Even in Its Priciest Neighbourhoods, Buying in Rome Remains a Bargain
Compared with other luxury housing markets in Europe, buyers get more bang for their buck in Italy’s capital
Compared with other luxury housing markets in Europe, buyers get more bang for their buck in Italy’s capital
Gianluca and Selene Santilli have all of Rome at their feet.
Their four-storey penthouse apartment in an early 20th-century villa sits atop a hill in the Italian capital’s Parioli district. With 360-degree views from sitting rooms and outdoor areas, the property provides glimpses of the dome of St. Peter’s Basilica, residential Parioli’s towering pine trees and the winding course of the Tiber River.

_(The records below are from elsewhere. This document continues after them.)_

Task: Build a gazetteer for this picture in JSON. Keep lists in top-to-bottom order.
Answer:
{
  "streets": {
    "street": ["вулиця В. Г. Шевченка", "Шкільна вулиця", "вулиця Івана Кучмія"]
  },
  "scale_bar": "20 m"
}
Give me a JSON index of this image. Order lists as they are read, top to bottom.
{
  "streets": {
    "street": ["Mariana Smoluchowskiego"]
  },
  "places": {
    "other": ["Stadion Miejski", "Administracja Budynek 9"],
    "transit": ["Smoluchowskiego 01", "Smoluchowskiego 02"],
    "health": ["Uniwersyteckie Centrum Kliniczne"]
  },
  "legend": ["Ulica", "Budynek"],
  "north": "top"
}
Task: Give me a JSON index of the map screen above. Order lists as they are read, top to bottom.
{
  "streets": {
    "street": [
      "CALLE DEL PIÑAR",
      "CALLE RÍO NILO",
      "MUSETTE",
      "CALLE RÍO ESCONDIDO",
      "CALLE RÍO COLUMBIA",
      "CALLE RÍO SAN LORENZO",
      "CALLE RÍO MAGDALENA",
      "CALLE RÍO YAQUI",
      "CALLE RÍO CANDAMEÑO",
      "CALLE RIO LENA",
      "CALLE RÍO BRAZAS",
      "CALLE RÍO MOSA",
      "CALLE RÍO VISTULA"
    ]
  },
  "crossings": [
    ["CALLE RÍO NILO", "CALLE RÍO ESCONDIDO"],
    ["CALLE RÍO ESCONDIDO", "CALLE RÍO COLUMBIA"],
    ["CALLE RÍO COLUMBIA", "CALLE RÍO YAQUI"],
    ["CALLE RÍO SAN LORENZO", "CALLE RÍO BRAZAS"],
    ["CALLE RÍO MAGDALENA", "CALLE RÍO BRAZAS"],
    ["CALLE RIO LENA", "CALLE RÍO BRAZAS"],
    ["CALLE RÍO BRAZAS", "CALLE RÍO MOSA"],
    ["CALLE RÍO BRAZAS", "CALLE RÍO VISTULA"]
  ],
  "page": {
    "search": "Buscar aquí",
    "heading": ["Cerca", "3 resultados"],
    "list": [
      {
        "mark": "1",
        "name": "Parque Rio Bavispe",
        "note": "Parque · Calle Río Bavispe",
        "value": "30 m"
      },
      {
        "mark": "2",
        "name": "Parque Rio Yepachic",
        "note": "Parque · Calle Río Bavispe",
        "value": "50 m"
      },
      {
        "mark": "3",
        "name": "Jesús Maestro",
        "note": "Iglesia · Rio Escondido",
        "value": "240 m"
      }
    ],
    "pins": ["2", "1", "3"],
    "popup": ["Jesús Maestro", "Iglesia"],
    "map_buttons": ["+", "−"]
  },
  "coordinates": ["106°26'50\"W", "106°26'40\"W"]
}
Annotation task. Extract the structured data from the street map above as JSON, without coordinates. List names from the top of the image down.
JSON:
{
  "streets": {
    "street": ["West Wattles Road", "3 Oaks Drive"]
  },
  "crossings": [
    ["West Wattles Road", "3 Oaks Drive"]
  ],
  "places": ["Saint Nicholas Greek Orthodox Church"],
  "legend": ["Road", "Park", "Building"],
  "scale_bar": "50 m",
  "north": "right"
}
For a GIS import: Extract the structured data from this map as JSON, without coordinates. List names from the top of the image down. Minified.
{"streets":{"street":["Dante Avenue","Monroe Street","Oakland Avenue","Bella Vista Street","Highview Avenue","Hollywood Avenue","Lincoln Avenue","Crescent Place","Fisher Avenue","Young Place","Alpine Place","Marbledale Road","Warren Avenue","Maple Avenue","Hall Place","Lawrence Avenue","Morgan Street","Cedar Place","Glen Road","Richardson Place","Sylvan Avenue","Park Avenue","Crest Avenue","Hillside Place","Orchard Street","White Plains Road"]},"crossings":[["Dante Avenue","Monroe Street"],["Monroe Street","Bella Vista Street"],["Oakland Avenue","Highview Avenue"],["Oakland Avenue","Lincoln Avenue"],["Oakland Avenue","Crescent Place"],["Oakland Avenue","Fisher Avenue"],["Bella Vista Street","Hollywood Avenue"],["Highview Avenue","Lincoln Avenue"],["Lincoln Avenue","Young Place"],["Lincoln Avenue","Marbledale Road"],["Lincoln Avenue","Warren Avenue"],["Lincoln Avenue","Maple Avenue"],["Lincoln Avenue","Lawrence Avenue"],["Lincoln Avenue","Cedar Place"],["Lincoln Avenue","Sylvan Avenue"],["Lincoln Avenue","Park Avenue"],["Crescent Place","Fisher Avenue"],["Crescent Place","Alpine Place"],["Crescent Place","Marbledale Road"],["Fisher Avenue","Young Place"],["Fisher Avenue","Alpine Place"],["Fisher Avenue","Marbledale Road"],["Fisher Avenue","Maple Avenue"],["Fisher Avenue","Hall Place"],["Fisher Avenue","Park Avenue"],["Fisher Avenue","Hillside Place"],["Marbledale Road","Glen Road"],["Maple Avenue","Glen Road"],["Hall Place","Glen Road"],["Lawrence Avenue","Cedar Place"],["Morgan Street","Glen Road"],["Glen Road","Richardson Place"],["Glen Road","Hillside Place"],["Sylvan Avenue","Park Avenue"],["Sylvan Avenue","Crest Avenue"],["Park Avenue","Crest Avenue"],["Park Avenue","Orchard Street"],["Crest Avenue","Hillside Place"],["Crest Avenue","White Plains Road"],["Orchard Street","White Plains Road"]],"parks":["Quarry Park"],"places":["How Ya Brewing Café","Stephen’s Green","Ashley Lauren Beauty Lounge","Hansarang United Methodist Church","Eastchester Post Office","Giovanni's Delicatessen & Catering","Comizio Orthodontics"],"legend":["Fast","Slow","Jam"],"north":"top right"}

The 4,010-square-foot home has free-standing pavilion-like spaces that suggest an urban compound more than an individual apartment. Now, after nearly two decades in the custom-designed space, the couple have listed the four-bedroom unit with Italy/Sotheby’s International Realty. It has an asking price of $6.1 million.
A similar level of luxury in Milan, Italy’s financial and fashion capital, would cost a lot more, says Gianluca, a 67-year-old attorney. “Rome is cheap,” he says, of both the homes for sale and for rent.
Gianluca and Selene, a 64-year-old office manager, priced their home at just under $1,500 a square foot. In Milan, by comparison, a smaller three-bedroom, 2,750-square-foot unit in a decade-old high-rise, with lavish views and similarly upscale fittings, is listed for $6.445 million, or about $2,350 a square foot.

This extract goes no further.